Theory and Systems for Weak Supervision
If you want to build a high-quality machine learning product, build a large, high-quality training set. At first glance, this seems as useful as the statement “if you want to be rich, get a lot of money.” However, a key idea driving our work is that new theoretical and systems concepts including weak supervision, automatic data augmentation policies, and more, can enable engineers to build training sets more quickly and cost effectively.
Along with state-of-the-art results on benchmarks, these concepts have allowed our group and collaborators to build a range of state-of-the-art applications including patient-care monitoring on electronic health records, automatic triage systems for radiologists, and enabling cardiologists to spot rare abnormalities in video MRI—-along with widely used products from Apple and Google that you may have used today. This talk describes the theoretical and systems challenges that such applications create and some future directions.

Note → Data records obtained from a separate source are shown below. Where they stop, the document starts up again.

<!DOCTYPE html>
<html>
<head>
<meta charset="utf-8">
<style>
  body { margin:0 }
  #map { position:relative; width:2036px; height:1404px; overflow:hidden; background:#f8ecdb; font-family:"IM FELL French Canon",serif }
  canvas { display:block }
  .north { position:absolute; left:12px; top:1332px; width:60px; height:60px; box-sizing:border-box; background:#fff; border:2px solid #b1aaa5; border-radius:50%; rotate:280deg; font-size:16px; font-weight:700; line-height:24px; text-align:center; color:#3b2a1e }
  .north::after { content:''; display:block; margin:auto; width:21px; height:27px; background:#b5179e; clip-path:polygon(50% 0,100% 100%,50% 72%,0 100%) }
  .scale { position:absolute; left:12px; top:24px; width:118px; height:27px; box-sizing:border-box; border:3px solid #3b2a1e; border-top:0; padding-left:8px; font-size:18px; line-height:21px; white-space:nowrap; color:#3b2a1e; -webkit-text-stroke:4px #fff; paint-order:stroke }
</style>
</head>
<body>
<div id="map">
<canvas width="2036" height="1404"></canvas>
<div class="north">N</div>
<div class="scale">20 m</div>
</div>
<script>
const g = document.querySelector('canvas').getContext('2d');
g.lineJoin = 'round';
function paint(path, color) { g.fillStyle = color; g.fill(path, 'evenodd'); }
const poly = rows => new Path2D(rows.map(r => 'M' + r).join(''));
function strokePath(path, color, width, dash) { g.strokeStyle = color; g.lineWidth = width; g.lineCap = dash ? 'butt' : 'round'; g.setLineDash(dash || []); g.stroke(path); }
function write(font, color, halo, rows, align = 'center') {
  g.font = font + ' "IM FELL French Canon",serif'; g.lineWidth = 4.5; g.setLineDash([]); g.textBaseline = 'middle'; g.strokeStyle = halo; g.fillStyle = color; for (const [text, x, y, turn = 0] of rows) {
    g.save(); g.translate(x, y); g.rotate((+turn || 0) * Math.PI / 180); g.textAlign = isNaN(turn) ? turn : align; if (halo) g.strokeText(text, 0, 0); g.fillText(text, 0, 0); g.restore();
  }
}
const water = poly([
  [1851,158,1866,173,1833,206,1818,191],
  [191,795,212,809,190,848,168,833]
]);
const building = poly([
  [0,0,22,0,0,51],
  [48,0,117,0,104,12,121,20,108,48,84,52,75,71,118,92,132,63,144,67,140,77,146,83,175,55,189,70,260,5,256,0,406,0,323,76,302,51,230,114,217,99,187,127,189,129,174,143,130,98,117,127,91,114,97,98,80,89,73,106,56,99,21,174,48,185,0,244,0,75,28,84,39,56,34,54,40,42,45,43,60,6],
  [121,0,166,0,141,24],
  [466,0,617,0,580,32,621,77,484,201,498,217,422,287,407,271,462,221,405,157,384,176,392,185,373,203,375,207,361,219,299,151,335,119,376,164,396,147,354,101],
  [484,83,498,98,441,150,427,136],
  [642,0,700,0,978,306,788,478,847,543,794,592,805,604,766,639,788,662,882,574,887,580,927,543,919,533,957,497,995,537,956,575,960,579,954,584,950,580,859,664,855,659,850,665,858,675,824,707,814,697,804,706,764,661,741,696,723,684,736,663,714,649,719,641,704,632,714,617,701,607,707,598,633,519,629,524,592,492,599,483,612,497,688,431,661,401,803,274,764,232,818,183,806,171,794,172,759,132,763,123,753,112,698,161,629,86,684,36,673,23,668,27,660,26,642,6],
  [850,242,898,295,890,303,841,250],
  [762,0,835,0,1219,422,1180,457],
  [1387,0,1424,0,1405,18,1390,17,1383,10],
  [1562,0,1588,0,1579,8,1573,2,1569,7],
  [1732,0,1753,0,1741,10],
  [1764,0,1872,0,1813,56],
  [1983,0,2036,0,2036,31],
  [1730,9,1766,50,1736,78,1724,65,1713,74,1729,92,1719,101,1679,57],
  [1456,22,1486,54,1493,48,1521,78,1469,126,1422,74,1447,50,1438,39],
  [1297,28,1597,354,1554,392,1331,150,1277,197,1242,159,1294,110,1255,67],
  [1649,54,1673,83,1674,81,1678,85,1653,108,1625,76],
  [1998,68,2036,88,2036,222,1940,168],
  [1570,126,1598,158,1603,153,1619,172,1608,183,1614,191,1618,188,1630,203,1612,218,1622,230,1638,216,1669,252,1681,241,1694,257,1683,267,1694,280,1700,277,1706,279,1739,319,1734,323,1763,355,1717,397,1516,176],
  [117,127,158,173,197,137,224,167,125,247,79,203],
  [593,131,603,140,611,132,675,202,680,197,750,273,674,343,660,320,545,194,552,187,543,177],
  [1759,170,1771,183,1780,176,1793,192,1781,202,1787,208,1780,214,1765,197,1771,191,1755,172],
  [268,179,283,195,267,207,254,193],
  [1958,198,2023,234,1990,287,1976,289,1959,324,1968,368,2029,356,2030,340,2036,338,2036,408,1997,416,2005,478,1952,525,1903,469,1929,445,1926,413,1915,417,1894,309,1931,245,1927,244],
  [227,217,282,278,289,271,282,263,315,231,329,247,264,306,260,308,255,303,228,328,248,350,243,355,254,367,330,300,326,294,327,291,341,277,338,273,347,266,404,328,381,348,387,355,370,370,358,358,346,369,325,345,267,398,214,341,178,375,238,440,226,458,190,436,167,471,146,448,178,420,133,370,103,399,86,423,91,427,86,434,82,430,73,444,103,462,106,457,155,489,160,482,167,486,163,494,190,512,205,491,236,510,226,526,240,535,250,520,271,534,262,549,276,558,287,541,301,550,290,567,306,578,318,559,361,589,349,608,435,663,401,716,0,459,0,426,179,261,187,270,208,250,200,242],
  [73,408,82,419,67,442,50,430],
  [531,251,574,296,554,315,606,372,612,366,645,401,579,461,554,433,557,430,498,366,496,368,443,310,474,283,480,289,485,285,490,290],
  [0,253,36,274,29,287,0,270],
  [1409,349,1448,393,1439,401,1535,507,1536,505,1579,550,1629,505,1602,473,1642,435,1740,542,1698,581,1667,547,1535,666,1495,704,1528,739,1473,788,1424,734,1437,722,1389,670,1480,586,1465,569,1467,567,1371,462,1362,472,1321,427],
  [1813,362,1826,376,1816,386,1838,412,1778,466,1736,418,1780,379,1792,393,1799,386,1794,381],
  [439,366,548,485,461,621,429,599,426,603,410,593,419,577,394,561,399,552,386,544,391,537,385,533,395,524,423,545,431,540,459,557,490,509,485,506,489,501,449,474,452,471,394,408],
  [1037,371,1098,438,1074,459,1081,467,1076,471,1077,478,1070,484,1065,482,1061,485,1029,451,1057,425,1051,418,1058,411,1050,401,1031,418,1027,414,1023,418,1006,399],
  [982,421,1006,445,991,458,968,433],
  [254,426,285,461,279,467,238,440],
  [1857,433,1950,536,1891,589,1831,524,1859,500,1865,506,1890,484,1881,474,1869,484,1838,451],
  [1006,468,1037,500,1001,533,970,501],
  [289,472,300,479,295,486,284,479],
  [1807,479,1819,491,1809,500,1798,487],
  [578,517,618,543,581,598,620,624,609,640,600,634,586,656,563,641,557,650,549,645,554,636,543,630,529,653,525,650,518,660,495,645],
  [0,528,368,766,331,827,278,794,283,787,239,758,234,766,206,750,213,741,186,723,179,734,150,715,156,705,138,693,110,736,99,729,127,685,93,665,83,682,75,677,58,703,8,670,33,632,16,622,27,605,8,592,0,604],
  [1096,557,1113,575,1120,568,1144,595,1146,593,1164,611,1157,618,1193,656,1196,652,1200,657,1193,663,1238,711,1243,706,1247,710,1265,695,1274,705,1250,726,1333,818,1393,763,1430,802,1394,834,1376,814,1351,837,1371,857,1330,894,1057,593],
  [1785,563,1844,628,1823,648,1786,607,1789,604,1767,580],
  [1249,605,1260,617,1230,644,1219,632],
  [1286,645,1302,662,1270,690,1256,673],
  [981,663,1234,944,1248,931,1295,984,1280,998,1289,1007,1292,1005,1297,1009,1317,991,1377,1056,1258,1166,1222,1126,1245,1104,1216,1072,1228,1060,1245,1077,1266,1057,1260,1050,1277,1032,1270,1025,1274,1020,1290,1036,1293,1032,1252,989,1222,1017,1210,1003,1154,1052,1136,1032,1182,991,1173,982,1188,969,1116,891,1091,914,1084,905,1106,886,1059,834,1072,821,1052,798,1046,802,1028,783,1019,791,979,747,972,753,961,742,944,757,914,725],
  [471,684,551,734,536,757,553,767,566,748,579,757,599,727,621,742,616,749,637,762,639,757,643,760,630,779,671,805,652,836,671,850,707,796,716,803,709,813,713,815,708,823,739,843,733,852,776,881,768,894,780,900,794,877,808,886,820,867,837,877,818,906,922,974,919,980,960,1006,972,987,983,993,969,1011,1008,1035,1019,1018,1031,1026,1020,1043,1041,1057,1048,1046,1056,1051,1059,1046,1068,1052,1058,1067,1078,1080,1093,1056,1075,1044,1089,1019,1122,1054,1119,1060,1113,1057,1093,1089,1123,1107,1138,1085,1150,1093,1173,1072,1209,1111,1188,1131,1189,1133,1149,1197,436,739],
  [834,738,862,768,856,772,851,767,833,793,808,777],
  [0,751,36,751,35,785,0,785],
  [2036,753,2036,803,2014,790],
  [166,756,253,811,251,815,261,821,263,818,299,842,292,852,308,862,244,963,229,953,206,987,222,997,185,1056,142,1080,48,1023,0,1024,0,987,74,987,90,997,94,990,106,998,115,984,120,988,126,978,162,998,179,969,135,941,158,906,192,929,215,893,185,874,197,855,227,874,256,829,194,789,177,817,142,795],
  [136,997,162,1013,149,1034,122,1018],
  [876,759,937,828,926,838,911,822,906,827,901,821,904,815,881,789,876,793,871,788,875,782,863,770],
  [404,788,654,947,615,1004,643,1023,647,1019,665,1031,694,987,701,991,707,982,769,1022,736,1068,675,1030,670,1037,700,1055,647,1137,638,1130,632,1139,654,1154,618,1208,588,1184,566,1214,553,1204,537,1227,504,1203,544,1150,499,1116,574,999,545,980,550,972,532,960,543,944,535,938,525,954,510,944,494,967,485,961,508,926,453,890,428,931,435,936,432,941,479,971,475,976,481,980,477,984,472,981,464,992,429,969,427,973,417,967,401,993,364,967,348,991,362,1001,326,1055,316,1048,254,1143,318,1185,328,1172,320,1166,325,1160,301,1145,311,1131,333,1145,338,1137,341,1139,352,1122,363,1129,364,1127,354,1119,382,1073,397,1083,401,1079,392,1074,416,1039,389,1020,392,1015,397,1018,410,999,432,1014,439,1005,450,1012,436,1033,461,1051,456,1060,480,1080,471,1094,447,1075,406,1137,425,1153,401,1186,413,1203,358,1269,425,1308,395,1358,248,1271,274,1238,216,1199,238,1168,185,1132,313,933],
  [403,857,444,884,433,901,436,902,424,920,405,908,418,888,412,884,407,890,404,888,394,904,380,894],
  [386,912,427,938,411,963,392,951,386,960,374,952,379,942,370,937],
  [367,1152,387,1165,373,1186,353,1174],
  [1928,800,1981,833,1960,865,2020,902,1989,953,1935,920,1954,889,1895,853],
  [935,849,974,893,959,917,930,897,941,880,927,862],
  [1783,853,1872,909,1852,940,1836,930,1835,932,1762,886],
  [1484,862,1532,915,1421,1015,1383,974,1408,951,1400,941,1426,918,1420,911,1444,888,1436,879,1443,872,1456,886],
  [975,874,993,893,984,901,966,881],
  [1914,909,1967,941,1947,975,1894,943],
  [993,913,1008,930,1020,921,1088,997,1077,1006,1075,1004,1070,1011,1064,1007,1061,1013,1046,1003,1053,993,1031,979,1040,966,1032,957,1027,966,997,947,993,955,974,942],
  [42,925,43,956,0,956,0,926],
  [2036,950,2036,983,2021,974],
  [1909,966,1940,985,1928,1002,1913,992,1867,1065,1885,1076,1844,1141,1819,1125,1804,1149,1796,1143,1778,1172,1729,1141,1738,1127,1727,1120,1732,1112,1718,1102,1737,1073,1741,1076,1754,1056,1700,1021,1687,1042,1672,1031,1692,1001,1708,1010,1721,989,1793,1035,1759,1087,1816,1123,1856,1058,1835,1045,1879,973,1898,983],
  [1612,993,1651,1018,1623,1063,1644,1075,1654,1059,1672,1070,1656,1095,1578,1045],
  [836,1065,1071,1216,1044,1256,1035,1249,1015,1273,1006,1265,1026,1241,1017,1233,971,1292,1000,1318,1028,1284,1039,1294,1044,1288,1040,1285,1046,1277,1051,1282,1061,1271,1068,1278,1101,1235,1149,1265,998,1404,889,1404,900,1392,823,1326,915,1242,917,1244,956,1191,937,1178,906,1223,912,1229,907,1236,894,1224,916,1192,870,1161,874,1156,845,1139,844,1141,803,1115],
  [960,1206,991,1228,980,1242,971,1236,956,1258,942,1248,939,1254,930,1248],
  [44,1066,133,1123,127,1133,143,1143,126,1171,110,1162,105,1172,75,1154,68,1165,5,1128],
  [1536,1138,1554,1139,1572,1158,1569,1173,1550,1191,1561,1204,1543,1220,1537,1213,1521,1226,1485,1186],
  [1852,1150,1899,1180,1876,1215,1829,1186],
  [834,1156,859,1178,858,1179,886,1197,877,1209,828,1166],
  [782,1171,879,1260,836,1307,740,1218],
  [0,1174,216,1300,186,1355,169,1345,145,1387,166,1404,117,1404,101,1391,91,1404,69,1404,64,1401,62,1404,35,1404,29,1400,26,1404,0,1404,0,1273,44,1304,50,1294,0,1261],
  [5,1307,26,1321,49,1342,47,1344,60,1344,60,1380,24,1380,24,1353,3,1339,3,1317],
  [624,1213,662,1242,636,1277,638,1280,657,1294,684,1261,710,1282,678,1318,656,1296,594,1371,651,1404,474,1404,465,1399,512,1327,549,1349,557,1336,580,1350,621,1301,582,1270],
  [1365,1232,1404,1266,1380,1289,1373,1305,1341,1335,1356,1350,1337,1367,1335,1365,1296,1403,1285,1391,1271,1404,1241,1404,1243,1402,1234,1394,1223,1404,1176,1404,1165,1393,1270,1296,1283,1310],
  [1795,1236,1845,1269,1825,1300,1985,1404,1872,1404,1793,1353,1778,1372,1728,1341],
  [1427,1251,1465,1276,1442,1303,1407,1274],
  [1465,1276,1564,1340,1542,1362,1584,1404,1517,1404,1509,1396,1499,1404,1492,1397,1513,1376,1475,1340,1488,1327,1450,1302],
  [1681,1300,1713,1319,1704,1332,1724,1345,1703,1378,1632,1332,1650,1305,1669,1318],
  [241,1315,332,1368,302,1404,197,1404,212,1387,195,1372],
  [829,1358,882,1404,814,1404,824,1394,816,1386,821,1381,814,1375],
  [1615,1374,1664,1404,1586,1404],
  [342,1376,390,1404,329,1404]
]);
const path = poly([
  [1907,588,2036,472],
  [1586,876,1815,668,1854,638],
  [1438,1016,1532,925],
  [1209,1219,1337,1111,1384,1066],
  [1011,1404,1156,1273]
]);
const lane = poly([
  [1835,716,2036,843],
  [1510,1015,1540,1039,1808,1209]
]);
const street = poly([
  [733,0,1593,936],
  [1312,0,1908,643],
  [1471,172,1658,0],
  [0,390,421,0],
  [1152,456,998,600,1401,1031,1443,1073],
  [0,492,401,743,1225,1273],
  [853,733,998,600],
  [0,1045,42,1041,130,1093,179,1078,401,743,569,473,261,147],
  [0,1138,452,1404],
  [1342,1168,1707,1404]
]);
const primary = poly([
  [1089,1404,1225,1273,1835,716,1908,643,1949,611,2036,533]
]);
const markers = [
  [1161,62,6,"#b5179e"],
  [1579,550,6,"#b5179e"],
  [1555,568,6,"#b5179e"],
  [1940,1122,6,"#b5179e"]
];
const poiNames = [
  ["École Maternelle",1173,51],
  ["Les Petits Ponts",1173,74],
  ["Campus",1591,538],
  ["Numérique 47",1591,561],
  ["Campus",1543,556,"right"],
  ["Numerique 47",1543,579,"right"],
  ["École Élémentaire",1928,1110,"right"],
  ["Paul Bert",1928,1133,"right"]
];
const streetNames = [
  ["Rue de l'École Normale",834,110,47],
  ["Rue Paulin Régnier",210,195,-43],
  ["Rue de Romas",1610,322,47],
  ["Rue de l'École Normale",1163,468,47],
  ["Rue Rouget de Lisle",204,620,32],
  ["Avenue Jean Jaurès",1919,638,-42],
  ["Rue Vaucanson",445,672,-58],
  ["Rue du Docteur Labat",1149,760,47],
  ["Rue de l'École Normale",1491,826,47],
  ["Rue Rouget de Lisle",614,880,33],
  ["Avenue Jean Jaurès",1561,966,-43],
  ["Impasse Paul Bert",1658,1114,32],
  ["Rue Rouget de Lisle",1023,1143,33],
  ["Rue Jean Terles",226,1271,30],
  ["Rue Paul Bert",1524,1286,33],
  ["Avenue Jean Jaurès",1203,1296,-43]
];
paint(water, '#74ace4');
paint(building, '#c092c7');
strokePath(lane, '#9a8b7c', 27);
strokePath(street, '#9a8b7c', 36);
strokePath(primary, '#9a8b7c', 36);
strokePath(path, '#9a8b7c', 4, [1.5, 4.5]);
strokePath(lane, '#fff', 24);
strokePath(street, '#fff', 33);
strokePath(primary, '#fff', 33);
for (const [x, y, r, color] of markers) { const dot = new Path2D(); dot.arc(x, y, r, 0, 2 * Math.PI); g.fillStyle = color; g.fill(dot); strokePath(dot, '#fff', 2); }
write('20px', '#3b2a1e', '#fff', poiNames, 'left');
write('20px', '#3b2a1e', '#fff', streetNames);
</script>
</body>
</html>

Christopher (Chris) Ré is an associate professor in the Department of Computer Science at Stanford University. He is in the Stanford AI Lab and is affiliated with the Statistical Machine Learning Group. His recent work is to understand how software and hardware systems will change as a result of machine learning along with a continuing, petulant drive to work on math problems. Research from his group has been incorporated into scientific and humanitarian efforts, such as the fight against human trafficking, along with products from technology and enterprise companies. He has cofounded four companies based on his research into machine learning systems, SambaNova and Snorkel, along with two companies that are now part of Apple, Lattice (DeepDive) in 2017 and Inductiv (HoloClean) in 2020.
He received a SIGMOD Dissertation Award in 2010, an NSF CAREER Award in 2011, an Alfred P. Sloan Fellowship in 2013, a Moore Data Driven Investigator Award in 2014, the VLDB early Career Award in 2015, the MacArthur Foundation Fellowship in 2015, and an Okawa Research Grant in 2016. His research contributions have spanned database theory, database systems, and machine learning, and his work has won best paper at a premier venue in each area, respectively, at PODS 2012, SIGMOD 2014, and ICML 2016.